#### PROBLEM STATEMENT:
Every line in the data below that has the word "Nicolás" should be returned.

#### DATASET RECORDS:

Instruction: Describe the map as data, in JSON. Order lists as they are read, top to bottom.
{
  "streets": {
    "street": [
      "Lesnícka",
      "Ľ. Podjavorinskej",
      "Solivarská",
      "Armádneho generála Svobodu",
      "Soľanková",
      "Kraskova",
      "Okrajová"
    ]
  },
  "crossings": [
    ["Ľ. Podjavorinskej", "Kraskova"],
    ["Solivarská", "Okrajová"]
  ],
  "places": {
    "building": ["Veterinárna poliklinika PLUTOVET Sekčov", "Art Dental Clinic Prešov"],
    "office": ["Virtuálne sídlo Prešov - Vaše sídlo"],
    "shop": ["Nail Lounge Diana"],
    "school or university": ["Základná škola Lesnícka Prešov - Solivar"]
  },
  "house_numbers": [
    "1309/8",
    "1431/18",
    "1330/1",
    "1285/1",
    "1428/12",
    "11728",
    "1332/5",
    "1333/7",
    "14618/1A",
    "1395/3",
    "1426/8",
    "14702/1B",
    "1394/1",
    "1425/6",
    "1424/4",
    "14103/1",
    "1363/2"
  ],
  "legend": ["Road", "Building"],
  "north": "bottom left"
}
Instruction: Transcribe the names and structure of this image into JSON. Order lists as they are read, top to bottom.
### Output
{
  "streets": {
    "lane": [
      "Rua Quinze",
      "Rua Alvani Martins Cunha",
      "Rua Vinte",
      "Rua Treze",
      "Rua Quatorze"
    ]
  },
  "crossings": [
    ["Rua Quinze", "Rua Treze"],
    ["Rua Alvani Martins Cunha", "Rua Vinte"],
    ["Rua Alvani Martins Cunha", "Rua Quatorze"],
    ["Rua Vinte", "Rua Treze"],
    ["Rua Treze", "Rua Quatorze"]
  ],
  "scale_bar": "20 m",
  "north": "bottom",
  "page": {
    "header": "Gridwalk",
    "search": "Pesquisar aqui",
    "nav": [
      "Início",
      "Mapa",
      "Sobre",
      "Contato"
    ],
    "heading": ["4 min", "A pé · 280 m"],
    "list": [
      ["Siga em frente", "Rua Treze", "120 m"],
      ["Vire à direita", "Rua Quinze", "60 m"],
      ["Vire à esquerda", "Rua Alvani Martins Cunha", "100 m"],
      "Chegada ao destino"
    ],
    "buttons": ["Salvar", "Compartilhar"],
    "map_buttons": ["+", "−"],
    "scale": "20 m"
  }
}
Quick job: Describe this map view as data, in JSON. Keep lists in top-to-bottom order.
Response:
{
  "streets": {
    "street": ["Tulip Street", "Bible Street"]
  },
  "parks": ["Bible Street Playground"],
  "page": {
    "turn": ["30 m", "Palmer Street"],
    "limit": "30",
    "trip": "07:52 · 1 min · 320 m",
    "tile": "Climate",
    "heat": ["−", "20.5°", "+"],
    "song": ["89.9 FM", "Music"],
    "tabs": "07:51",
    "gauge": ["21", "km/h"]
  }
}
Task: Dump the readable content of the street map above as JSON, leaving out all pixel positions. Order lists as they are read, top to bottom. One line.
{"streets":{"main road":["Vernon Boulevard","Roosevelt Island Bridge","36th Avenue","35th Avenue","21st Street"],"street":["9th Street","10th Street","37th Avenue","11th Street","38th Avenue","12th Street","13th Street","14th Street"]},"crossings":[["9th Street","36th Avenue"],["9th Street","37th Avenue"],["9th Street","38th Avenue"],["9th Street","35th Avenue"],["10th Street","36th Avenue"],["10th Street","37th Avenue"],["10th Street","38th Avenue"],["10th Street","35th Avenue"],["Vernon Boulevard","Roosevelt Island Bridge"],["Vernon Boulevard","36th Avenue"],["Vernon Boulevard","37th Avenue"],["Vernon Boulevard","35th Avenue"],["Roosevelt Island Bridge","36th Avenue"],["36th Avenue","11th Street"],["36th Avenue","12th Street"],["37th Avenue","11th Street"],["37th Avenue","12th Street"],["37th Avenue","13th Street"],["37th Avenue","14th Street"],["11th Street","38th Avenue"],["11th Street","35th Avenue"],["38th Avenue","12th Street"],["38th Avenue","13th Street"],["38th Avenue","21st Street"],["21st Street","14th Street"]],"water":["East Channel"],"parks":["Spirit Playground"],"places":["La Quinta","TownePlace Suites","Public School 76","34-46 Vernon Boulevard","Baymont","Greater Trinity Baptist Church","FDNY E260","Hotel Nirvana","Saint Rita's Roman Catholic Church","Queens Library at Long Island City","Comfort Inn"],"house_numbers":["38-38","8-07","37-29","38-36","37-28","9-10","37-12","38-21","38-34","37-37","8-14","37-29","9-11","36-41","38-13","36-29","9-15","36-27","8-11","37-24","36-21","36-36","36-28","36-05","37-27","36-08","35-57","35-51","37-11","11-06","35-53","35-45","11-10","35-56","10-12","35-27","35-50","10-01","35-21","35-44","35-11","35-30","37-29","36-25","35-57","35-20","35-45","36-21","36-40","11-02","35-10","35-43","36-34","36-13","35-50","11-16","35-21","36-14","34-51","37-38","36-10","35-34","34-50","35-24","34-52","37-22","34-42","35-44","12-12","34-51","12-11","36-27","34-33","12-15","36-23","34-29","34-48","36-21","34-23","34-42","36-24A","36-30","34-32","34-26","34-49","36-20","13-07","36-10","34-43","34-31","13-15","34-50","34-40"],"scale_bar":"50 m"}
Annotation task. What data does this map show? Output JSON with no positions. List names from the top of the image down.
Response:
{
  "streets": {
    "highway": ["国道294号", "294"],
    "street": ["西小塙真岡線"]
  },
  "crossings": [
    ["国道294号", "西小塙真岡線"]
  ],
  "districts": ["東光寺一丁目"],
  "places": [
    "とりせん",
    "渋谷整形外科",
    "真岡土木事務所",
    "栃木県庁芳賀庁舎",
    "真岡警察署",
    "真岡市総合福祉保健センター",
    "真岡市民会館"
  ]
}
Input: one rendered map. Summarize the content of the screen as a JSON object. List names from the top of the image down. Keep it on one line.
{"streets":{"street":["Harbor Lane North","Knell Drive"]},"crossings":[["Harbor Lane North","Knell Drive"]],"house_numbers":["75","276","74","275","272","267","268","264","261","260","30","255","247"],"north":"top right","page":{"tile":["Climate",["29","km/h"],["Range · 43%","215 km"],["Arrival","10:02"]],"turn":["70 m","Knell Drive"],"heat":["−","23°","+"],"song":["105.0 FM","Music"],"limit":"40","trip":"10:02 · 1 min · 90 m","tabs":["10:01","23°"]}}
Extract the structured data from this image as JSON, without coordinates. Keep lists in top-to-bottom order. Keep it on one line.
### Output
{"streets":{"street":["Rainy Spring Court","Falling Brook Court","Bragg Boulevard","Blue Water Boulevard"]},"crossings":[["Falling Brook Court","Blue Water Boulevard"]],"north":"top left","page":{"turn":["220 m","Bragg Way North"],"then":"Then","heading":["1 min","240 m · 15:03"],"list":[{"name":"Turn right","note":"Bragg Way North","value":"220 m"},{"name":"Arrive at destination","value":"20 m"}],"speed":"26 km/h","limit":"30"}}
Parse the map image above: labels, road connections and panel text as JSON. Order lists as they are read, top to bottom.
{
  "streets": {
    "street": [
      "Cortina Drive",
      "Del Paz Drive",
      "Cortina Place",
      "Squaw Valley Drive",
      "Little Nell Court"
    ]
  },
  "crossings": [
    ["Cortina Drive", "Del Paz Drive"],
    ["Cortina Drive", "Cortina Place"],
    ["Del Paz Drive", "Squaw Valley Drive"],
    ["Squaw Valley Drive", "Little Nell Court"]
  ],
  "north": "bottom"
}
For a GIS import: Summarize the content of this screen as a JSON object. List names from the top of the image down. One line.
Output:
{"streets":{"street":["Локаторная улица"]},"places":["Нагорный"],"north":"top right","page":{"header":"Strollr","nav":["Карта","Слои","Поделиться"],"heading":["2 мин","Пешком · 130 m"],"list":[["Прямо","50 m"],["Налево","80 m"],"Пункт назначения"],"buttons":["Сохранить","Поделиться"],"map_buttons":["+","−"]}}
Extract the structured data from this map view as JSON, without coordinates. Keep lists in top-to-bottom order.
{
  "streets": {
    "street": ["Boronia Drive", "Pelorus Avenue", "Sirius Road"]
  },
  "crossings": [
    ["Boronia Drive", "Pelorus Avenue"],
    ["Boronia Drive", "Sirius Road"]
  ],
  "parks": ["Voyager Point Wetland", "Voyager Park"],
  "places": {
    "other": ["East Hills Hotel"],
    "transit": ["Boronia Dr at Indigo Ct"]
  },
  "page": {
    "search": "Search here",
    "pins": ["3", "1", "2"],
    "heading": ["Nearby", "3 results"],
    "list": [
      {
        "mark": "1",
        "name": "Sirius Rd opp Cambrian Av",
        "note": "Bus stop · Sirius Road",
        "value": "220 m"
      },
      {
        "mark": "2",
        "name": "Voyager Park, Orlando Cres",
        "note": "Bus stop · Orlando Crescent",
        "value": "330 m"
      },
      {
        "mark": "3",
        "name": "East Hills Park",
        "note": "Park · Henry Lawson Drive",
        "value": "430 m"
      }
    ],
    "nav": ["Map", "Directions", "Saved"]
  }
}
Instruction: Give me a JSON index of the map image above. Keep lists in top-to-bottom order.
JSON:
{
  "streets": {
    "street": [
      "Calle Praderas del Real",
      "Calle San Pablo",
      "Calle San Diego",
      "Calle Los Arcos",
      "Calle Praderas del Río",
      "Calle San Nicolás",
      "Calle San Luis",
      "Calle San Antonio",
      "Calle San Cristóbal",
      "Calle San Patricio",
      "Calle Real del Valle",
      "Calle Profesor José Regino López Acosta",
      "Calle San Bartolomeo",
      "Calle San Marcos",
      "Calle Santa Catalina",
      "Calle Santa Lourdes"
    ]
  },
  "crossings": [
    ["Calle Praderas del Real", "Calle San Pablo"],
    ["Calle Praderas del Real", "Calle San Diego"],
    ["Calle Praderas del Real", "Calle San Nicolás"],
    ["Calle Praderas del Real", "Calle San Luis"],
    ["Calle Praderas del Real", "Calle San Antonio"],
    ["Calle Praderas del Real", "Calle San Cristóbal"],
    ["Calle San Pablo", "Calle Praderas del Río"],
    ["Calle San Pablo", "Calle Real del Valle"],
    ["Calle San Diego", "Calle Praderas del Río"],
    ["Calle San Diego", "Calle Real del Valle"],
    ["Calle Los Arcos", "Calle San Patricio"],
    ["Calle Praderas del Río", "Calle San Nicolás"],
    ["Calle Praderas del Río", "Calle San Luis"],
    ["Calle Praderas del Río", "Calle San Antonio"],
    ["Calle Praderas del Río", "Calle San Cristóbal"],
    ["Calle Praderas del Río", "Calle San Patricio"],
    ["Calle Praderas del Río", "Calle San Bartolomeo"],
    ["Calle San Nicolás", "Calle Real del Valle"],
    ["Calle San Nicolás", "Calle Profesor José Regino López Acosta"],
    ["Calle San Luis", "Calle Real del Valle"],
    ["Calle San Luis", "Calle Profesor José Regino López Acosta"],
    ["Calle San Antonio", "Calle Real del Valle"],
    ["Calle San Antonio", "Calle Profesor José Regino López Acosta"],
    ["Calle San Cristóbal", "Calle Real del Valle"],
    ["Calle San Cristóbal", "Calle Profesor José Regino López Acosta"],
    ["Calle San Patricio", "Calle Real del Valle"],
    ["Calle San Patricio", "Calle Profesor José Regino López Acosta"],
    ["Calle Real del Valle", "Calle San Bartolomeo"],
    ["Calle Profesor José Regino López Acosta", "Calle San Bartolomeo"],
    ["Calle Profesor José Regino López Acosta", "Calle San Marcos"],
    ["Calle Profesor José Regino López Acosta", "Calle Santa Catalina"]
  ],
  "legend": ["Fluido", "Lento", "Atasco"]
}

#### WRITTEN SOLUTION:
      "Calle San Nicolás",
    ["Calle Praderas del Real", "Calle San Nicolás"],
    ["Calle Praderas del Río", "Calle San Nicolás"],
    ["Calle San Nicolás", "Calle Real del Valle"],
    ["Calle San Nicolás", "Calle Profesor José Regino López Acosta"],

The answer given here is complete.